> Exercise goal:
Each entry below should be retyped exactly as given.

*** Material provided ***

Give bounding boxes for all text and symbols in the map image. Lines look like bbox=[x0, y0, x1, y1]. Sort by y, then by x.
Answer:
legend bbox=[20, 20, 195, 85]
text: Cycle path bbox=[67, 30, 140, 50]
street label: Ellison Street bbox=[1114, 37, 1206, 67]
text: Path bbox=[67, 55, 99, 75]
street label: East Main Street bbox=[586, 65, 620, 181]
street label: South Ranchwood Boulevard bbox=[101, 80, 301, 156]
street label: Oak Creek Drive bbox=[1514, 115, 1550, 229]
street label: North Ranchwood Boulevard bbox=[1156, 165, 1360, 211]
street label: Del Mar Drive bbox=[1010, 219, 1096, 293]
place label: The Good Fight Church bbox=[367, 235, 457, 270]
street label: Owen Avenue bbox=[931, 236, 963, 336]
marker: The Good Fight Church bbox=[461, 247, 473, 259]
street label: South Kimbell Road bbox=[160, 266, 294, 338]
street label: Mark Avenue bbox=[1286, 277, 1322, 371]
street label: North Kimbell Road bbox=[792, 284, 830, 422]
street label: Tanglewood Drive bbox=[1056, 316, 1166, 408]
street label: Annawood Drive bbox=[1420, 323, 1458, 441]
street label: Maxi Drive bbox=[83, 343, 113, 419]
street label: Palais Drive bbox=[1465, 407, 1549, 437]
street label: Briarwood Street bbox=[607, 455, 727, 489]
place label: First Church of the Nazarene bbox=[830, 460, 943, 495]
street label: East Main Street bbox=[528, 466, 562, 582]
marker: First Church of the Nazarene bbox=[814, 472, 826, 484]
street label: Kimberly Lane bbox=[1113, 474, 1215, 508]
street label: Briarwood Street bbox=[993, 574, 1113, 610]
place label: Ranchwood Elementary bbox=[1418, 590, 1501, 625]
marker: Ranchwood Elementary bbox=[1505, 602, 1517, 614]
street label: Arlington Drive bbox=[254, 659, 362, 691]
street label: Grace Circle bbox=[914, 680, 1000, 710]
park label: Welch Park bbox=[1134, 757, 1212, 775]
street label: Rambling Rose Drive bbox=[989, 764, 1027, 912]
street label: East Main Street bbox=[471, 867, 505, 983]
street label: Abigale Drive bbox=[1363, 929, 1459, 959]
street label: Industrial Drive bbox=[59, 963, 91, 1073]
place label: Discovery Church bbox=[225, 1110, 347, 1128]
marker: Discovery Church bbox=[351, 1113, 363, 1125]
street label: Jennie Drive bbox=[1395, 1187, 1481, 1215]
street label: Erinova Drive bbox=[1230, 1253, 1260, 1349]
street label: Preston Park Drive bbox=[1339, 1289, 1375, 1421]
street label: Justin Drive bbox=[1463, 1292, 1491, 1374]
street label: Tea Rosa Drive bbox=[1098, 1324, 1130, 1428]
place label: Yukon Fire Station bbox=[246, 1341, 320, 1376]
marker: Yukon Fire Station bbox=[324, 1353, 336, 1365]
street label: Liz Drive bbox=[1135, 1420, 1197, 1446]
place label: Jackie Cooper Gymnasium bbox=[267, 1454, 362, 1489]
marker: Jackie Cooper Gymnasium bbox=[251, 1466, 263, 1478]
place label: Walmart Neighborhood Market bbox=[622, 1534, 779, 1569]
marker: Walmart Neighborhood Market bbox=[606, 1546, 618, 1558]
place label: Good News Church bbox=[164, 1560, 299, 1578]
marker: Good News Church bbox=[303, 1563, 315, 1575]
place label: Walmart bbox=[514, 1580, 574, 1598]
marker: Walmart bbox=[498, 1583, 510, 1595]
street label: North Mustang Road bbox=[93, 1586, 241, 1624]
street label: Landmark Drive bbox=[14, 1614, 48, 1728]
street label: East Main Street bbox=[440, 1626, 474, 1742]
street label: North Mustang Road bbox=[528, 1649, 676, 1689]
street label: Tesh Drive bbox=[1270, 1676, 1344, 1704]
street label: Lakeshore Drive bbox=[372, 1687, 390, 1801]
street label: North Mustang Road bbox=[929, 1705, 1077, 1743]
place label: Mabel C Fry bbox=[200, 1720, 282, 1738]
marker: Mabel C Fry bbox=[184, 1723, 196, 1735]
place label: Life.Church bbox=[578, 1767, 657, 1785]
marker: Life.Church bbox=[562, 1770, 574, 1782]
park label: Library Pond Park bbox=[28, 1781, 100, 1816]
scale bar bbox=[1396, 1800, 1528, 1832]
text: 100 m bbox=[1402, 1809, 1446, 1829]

***

> Finished exercise:
Give bounding boxes for all text and symbols in the map image. Lines look like bbox=[x0, y0, x1, y1]. Sort by y, then by x.
Answer:
legend bbox=[20, 20, 195, 85]
text: Cycle path bbox=[67, 30, 140, 50]
street label: Ellison Street bbox=[1114, 37, 1206, 67]
text: Path bbox=[67, 55, 99, 75]
street label: East Main Street bbox=[586, 65, 620, 181]
street label: South Ranchwood Boulevard bbox=[101, 80, 301, 156]
street label: Oak Creek Drive bbox=[1514, 115, 1550, 229]
street label: North Ranchwood Boulevard bbox=[1156, 165, 1360, 211]
street label: Del Mar Drive bbox=[1010, 219, 1096, 293]
place label: The Good Fight Church bbox=[367, 235, 457, 270]
street label: Owen Avenue bbox=[931, 236, 963, 336]
marker: The Good Fight Church bbox=[461, 247, 473, 259]
street label: South Kimbell Road bbox=[160, 266, 294, 338]
street label: Mark Avenue bbox=[1286, 277, 1322, 371]
street label: North Kimbell Road bbox=[792, 284, 830, 422]
street label: Tanglewood Drive bbox=[1056, 316, 1166, 408]
street label: Annawood Drive bbox=[1420, 323, 1458, 441]
street label: Maxi Drive bbox=[83, 343, 113, 419]
street label: Palais Drive bbox=[1465, 407, 1549, 437]
street label: Briarwood Street bbox=[607, 455, 727, 489]
place label: First Church of the Nazarene bbox=[830, 460, 943, 495]
street label: East Main Street bbox=[528, 466, 562, 582]
marker: First Church of the Nazarene bbox=[814, 472, 826, 484]
street label: Kimberly Lane bbox=[1113, 474, 1215, 508]
street label: Briarwood Street bbox=[993, 574, 1113, 610]
place label: Ranchwood Elementary bbox=[1418, 590, 1501, 625]
marker: Ranchwood Elementary bbox=[1505, 602, 1517, 614]
street label: Arlington Drive bbox=[254, 659, 362, 691]
street label: Grace Circle bbox=[914, 680, 1000, 710]
park label: Welch Park bbox=[1134, 757, 1212, 775]
street label: Rambling Rose Drive bbox=[989, 764, 1027, 912]
street label: East Main Street bbox=[471, 867, 505, 983]
street label: Abigale Drive bbox=[1363, 929, 1459, 959]
street label: Industrial Drive bbox=[59, 963, 91, 1073]
place label: Discovery Church bbox=[225, 1110, 347, 1128]
marker: Discovery Church bbox=[351, 1113, 363, 1125]
street label: Jennie Drive bbox=[1395, 1187, 1481, 1215]
street label: Erinova Drive bbox=[1230, 1253, 1260, 1349]
street label: Preston Park Drive bbox=[1339, 1289, 1375, 1421]
street label: Justin Drive bbox=[1463, 1292, 1491, 1374]
street label: Tea Rosa Drive bbox=[1098, 1324, 1130, 1428]
place label: Yukon Fire Station bbox=[246, 1341, 320, 1376]
marker: Yukon Fire Station bbox=[324, 1353, 336, 1365]
street label: Liz Drive bbox=[1135, 1420, 1197, 1446]
place label: Jackie Cooper Gymnasium bbox=[267, 1454, 362, 1489]
marker: Jackie Cooper Gymnasium bbox=[251, 1466, 263, 1478]
place label: Walmart Neighborhood Market bbox=[622, 1534, 779, 1569]
marker: Walmart Neighborhood Market bbox=[606, 1546, 618, 1558]
place label: Good News Church bbox=[164, 1560, 299, 1578]
marker: Good News Church bbox=[303, 1563, 315, 1575]
place label: Walmart bbox=[514, 1580, 574, 1598]
marker: Walmart bbox=[498, 1583, 510, 1595]
street label: North Mustang Road bbox=[93, 1586, 241, 1624]
street label: Landmark Drive bbox=[14, 1614, 48, 1728]
street label: East Main Street bbox=[440, 1626, 474, 1742]
street label: North Mustang Road bbox=[528, 1649, 676, 1689]
street label: Tesh Drive bbox=[1270, 1676, 1344, 1704]
street label: Lakeshore Drive bbox=[372, 1687, 390, 1801]
street label: North Mustang Road bbox=[929, 1705, 1077, 1743]
place label: Mabel C Fry bbox=[200, 1720, 282, 1738]
marker: Mabel C Fry bbox=[184, 1723, 196, 1735]
place label: Life.Church bbox=[578, 1767, 657, 1785]
marker: Life.Church bbox=[562, 1770, 574, 1782]
park label: Library Pond Park bbox=[28, 1781, 100, 1816]
scale bar bbox=[1396, 1800, 1528, 1832]
text: 100 m bbox=[1402, 1809, 1446, 1829]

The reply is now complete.